WHAT IS BEING ASKED
Give the number of lines below that contain "evenodd", with no other output.

SUPPLIED DATA
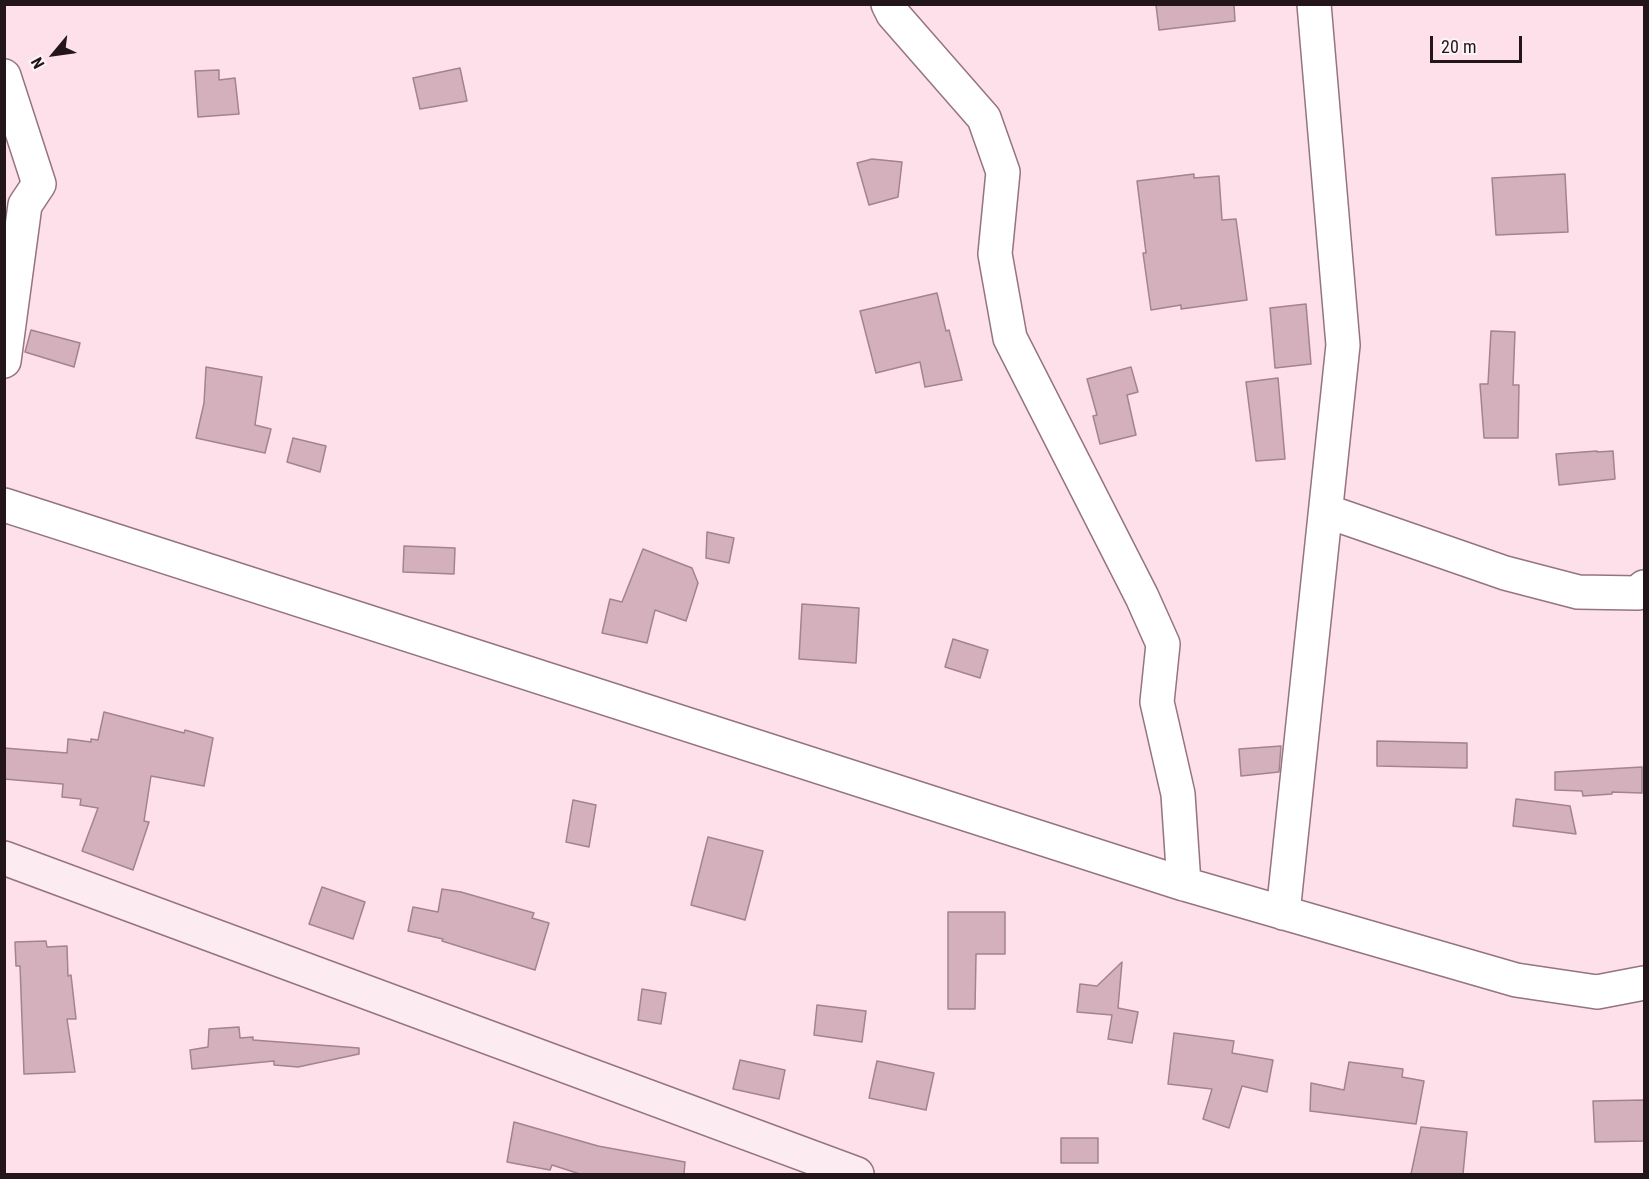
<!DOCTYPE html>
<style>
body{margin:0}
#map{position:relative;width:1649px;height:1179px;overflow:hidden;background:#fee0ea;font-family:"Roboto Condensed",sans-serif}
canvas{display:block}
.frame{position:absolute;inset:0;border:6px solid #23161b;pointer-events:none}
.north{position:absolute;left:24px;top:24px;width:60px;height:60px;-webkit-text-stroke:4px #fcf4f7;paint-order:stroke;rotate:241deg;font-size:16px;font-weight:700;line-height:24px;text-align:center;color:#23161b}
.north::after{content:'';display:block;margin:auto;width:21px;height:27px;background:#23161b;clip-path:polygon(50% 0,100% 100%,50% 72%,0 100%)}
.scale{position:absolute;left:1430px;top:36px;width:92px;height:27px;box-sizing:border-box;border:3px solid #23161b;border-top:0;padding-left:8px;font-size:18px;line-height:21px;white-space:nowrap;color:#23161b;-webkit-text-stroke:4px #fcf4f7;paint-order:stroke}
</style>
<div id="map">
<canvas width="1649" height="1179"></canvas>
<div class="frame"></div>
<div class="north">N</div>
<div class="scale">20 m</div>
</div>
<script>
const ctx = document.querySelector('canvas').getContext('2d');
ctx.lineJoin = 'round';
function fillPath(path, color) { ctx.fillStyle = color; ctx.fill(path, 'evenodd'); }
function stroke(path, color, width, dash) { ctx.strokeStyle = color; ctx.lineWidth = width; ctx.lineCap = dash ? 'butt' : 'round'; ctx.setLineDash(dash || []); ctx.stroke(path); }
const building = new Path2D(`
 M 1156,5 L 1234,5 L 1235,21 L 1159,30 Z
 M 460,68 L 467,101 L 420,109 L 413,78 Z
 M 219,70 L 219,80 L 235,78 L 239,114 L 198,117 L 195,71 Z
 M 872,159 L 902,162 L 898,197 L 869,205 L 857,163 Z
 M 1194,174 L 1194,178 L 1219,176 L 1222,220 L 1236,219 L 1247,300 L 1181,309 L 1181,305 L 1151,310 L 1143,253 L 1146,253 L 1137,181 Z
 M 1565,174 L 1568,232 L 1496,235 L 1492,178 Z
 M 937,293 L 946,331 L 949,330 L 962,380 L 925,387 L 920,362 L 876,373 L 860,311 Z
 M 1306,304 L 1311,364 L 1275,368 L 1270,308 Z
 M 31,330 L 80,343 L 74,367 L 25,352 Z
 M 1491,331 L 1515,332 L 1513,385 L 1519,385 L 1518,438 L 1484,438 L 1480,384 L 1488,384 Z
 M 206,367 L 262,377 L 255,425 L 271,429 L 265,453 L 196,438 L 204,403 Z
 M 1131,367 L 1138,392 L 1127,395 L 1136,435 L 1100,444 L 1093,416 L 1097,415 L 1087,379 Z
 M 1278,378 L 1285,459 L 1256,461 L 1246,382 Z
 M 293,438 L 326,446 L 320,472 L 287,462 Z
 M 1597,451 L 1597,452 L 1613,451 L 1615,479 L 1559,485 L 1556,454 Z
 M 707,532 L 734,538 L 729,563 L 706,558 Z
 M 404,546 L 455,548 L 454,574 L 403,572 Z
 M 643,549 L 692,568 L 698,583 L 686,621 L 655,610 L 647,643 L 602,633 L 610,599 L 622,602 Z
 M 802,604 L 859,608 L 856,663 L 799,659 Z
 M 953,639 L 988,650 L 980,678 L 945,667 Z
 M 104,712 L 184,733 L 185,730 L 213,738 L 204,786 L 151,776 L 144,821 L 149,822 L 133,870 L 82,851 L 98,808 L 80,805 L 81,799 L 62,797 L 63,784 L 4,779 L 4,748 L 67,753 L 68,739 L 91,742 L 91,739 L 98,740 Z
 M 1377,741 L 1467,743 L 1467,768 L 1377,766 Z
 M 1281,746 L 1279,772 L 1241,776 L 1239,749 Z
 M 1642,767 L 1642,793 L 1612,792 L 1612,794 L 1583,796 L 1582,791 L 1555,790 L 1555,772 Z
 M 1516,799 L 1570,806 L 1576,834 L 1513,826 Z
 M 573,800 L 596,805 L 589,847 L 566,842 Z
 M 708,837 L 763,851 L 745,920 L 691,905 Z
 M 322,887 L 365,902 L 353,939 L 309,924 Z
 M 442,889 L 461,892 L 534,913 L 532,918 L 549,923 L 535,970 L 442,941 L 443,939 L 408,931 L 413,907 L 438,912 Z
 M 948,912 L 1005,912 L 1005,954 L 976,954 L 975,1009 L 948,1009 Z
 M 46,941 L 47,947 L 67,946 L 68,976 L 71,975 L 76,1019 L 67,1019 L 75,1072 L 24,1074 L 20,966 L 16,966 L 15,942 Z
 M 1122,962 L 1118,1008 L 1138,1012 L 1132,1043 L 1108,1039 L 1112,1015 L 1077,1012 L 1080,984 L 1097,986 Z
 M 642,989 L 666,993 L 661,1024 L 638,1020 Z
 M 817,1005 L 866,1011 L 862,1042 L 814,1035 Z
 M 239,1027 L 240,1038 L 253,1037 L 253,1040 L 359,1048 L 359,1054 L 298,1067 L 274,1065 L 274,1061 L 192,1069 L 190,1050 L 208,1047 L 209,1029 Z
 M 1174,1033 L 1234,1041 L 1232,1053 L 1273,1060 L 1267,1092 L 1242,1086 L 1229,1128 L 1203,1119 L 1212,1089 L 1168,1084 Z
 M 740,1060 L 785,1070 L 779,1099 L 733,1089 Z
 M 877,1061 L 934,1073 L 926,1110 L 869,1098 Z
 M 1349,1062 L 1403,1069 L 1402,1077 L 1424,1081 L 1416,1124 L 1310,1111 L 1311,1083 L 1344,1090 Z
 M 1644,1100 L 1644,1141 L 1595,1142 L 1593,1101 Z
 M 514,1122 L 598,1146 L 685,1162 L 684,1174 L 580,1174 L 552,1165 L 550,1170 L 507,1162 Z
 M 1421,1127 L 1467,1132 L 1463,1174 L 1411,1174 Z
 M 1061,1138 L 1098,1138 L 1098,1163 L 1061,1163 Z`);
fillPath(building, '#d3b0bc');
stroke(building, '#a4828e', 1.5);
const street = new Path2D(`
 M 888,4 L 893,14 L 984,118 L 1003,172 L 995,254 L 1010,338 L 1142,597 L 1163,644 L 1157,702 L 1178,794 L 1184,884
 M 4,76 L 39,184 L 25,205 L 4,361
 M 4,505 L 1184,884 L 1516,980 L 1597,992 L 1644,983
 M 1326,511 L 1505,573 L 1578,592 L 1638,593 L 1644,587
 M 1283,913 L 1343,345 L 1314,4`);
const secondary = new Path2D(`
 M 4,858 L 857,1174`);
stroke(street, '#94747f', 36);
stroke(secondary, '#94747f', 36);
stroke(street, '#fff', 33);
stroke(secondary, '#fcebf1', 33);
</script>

==

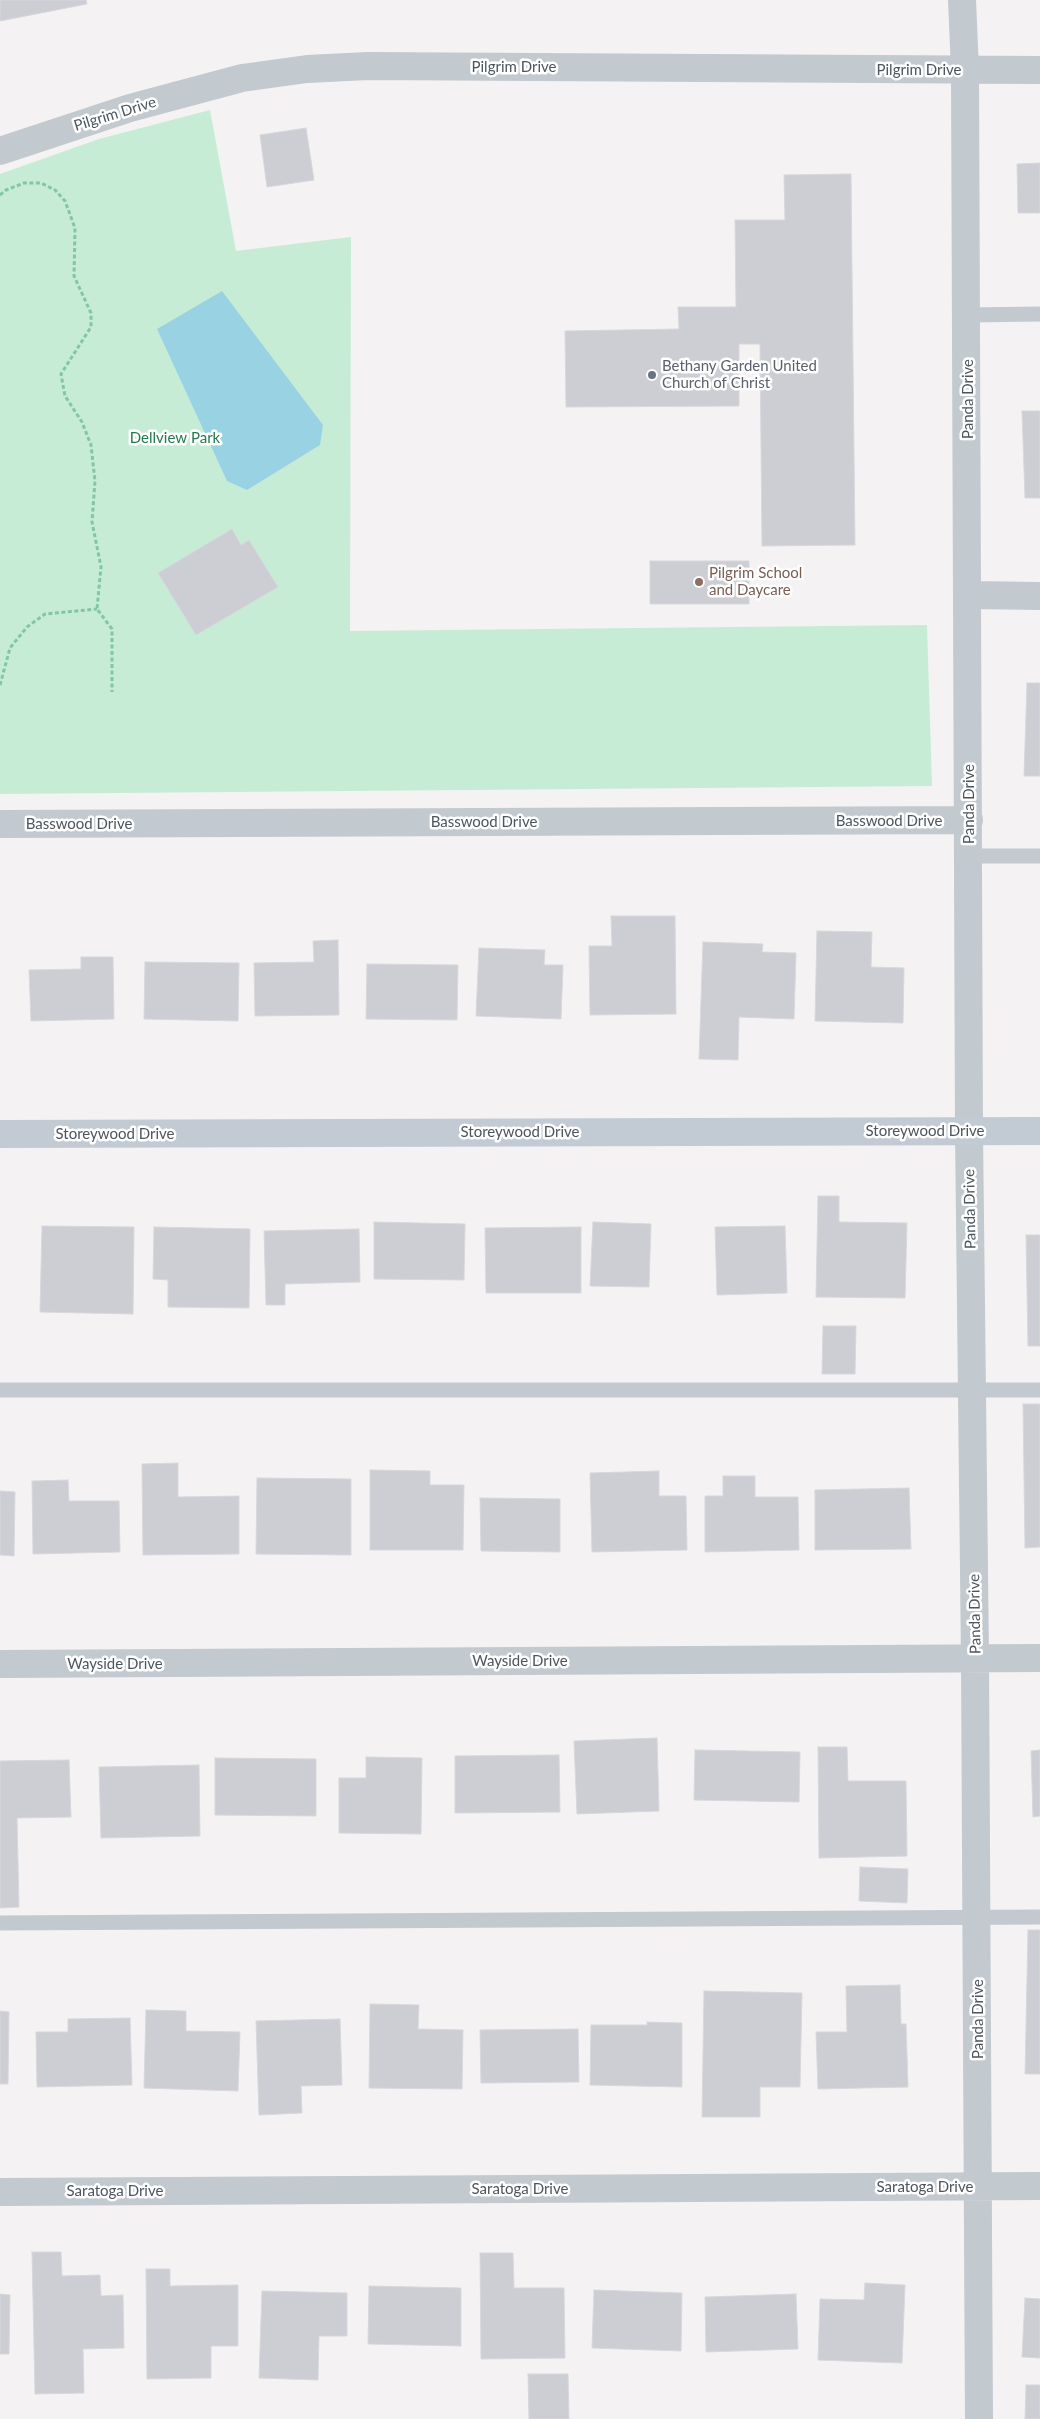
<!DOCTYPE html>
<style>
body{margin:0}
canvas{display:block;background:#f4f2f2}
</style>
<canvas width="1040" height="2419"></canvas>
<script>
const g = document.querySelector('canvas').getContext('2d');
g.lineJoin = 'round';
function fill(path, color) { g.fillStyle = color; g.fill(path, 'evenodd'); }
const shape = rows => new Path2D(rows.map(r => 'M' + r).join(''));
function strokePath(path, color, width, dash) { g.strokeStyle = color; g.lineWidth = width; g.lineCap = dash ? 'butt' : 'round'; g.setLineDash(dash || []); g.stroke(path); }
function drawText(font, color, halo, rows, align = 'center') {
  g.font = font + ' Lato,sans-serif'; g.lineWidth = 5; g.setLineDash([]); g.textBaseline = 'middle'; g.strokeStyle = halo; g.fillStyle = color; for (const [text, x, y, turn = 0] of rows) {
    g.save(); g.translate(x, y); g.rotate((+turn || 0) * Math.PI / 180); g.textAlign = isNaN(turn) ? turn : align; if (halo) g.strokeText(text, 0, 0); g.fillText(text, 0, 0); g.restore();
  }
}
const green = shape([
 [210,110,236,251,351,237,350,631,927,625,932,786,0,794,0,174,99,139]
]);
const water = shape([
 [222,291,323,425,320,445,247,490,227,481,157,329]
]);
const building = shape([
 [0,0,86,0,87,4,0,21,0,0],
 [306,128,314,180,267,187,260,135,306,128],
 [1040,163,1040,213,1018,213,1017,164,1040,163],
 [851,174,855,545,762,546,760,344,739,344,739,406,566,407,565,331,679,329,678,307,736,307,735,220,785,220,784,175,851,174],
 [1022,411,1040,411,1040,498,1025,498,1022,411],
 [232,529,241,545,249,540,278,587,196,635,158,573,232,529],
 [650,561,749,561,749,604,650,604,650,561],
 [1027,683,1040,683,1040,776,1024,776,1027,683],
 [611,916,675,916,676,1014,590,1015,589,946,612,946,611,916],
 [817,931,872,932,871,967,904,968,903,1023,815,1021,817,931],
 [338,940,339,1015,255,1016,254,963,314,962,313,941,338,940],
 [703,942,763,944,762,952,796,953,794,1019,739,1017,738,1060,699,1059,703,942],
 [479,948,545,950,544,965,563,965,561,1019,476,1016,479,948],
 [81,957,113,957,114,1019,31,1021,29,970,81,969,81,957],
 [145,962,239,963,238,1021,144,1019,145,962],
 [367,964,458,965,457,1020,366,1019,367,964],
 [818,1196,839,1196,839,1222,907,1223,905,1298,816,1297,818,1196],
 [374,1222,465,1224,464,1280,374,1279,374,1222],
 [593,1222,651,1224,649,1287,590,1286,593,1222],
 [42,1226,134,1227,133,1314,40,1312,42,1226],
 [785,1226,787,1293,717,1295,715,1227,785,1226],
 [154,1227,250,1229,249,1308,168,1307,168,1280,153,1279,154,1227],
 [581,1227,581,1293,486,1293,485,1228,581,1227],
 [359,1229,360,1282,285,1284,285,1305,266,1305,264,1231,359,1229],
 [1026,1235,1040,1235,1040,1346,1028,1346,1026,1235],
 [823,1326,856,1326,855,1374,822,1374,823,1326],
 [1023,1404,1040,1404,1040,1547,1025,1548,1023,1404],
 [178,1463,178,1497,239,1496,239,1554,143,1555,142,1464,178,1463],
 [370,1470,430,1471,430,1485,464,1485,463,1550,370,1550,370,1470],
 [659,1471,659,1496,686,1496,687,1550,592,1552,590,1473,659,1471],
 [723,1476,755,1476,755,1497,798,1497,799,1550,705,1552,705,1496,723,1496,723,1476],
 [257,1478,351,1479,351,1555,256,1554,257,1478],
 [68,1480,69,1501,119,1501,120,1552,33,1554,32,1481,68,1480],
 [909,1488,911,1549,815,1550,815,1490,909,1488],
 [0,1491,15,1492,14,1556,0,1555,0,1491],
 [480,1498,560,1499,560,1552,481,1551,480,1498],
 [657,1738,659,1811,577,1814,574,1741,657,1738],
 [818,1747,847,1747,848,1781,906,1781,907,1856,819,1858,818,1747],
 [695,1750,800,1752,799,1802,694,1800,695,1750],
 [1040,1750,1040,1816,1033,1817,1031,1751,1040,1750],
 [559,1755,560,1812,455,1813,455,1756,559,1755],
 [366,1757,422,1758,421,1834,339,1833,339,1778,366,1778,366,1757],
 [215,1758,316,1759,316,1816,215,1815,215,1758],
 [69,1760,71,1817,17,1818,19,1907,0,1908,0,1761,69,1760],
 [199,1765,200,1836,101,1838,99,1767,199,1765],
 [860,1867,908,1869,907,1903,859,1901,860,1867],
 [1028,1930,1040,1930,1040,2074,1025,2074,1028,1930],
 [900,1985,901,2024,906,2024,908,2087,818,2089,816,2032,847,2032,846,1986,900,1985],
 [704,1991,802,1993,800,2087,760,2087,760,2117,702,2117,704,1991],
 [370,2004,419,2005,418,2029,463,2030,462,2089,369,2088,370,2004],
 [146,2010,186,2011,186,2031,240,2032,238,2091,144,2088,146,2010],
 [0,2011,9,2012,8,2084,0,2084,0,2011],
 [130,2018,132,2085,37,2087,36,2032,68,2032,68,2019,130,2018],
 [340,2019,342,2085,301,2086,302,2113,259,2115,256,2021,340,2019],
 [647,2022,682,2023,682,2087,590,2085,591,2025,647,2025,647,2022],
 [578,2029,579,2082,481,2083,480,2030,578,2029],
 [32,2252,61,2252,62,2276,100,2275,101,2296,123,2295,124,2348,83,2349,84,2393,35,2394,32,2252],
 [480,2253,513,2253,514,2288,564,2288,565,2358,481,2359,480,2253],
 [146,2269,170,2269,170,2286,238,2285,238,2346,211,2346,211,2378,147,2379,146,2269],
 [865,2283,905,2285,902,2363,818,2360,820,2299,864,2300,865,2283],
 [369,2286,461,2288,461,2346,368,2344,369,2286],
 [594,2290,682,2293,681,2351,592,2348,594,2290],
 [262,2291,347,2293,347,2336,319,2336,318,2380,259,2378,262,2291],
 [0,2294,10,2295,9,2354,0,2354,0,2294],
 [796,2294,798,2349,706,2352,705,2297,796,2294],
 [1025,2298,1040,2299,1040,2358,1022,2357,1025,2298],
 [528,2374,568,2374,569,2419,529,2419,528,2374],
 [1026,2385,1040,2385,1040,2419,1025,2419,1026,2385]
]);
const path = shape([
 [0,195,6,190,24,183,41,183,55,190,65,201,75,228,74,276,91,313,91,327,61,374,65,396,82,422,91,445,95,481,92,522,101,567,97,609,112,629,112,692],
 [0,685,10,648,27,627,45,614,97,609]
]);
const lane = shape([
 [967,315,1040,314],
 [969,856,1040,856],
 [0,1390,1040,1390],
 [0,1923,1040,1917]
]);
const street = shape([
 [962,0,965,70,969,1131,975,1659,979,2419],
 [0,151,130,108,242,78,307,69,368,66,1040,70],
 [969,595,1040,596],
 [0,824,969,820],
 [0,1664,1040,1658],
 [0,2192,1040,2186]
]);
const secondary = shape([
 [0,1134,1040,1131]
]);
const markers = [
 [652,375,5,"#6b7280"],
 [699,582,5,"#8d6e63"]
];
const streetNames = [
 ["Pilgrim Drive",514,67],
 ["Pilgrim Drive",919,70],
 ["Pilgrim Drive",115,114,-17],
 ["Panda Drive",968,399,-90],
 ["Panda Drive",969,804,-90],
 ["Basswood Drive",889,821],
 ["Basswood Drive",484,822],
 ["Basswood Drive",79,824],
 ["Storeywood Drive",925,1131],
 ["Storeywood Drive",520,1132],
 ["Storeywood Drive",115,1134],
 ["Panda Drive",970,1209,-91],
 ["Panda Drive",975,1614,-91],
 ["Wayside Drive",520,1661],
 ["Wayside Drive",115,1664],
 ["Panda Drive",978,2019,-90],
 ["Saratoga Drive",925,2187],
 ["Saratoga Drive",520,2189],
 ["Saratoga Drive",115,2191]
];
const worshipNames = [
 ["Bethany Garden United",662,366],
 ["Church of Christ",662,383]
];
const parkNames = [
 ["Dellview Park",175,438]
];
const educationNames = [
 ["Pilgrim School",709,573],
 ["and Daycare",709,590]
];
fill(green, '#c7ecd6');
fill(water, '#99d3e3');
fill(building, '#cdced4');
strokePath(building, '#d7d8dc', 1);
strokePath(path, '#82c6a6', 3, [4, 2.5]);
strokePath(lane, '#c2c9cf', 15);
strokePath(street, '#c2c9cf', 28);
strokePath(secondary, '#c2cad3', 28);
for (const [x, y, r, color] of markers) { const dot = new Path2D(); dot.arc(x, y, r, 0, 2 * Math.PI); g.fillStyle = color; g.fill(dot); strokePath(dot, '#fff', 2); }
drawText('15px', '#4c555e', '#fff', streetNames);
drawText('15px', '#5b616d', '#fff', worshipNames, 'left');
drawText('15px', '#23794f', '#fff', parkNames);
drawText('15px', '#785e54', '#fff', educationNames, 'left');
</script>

OUTPUT OF THE EXERCISE
2